On a 60Hz display, those two files should look identical from the way it was
made. The 60Hz display only displays every 2nd frame on the 120000/1001 fps
video. 

Mark Filipak (ffmpeg) wrote
> On 2021-04-01 13:40, pdr0 wrote:
>> Mark Filipak (ffmpeg) wrote
>>> What I'm trying to do is make a 120000/1001fps cfr in which each frame
>>> is
>>> a proportionally weighted
>>> pixel mix of the 24 picture-per-second original:
>>> AAAAA AAAAB AAABB AABBB ABBBB.
>>> I'm sure it would be way better than standard telecine -- zero judder --
>>> and I'm pretty sure it
>>> would be so close to motion vector interpolation that any difference
>>> would
>>> be imperceptible. I'm
>>> also sure that it would be a much faster process than mvinterpolate.
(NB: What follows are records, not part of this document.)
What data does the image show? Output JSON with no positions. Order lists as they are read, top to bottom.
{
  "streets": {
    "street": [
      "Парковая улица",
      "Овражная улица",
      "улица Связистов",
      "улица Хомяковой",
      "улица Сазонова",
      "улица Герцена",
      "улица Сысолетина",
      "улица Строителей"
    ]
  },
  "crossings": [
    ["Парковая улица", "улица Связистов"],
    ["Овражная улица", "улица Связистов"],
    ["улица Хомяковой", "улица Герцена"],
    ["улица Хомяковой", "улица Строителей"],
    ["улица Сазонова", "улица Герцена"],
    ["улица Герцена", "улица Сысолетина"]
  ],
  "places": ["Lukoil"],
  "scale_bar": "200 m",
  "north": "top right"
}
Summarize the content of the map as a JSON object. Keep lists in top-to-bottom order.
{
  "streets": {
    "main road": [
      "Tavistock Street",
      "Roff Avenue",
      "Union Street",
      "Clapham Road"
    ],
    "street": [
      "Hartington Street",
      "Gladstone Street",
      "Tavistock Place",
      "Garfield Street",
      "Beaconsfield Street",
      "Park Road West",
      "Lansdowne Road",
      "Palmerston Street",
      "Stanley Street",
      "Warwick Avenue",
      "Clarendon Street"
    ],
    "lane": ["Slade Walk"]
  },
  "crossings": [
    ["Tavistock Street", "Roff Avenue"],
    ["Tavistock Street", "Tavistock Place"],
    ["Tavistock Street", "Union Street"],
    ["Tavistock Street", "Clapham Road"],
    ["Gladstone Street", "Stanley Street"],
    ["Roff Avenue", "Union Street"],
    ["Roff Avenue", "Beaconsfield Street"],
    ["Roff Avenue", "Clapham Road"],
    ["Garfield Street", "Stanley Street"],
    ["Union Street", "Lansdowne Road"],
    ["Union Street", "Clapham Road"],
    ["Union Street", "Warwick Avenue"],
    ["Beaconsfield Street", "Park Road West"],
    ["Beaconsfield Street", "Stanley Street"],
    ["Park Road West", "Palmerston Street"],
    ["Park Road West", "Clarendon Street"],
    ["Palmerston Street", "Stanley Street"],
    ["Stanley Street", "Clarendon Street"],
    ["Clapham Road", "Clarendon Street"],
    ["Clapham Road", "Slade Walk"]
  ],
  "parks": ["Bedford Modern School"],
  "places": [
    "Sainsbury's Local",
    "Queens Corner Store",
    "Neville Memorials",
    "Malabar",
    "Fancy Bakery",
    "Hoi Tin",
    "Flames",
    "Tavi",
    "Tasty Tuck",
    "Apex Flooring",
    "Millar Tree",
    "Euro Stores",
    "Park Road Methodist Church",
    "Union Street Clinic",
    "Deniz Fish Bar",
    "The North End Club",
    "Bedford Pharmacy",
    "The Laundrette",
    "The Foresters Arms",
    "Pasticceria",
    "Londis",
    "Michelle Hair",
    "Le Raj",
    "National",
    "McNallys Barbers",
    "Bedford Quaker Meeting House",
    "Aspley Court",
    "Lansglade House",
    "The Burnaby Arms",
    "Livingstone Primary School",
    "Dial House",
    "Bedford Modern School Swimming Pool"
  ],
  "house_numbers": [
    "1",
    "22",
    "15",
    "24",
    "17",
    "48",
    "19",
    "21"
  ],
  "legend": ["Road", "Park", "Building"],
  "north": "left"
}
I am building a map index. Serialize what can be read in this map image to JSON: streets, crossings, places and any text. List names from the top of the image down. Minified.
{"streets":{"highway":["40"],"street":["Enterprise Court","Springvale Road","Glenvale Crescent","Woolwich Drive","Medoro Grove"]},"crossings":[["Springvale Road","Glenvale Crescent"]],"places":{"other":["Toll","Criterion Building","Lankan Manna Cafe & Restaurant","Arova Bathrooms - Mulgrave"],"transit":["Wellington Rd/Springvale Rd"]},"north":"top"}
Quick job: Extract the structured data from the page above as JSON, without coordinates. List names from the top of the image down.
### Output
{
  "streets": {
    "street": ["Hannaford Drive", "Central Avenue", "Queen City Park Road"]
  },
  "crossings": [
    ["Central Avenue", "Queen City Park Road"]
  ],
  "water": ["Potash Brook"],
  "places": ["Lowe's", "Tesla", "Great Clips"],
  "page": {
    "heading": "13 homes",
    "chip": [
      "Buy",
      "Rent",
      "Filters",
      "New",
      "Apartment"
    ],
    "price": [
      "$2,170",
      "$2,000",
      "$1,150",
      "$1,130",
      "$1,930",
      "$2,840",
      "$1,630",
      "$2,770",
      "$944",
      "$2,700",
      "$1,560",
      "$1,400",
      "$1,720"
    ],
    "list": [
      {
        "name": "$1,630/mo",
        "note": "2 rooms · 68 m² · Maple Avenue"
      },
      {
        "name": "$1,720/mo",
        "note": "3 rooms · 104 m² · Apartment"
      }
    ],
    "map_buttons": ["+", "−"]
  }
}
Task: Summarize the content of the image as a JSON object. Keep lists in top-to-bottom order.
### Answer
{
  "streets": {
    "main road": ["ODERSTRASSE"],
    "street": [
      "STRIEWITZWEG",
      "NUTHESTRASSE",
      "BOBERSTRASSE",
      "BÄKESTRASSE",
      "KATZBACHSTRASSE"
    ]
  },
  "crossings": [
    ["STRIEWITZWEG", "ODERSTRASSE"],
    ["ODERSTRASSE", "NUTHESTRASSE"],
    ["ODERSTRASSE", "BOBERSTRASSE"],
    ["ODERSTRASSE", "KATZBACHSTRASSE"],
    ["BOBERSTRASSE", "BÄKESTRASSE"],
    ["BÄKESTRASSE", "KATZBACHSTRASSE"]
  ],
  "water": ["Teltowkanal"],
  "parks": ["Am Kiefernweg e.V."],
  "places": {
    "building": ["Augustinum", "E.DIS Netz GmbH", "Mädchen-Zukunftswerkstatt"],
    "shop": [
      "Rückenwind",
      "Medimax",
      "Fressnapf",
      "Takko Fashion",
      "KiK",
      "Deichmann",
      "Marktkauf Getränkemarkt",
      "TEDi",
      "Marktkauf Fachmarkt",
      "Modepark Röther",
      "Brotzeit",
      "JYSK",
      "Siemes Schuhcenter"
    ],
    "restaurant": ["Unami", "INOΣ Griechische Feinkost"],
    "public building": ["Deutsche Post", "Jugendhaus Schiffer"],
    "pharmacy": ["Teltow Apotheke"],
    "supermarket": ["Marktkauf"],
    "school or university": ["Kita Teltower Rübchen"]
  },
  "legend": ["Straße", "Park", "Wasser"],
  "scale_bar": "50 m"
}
The
>>> only question would be
>>> resulting file size (though I think they would be very close).
>> 
>> Is this 120000/1001 CFR intended for a 60Hz display? ...
> 
> Yes, or a 120Hz display.
> 
> Please, correct me if I'm wrong.
> 
> The 120fps frames are conveying 24 pictures-per-second, i.e. 5 discrete
> frames per picture with the 
> 1st of each set of 5 being an identical duplicate of the original (e.g.
> AAAAA), so down converting 
> to 60fps is not a simple case of dropping alternate frames (i.e. 5/2 is
> not an integer).
> The lines below are: 24FPS / 120FPS / 60FPS (BY ALTERNATE FRAME DROP).
> AAAAAAAAAAAAAAAAAAAAAAAAAAAAA.BBBBBBBBBBBBBBBBBBBBBBBBBBBBB.CCCCCCCCCCCCCCCCCCCCCCCCCCCCC.DDDDD...
> AAAAA.AAAAB.AAABB.AABBB.ABBBB.BBBBB.BBBBC.BBBCC.BBCCC.BCCCC.CCCCC.CCCCD.CCCDD.CCDDD.CDDDD.DDDDD...
> AAAAA.AAABB.ABBBB.BBBBC.BBCCC.CCCCC.CCCDD.CDDDD.DDDDE.DDEEE.EEEEE.EEEFF.EFFFF.FFFFG.FFGGG.GGGGG...
> 
> Note how, in the 60FPS stream, there is no BBBBB or DDDDD or FFFFF frames.
> That continues and any 
> loss of 'pure' frames would probably be noticeable. ...UPDATE: The loss is
> noticeable (as flicker).

Looks correct - that's the same thing going on with the
59.94(blends,decimation) file - every 2nd frame is selected (selecteven)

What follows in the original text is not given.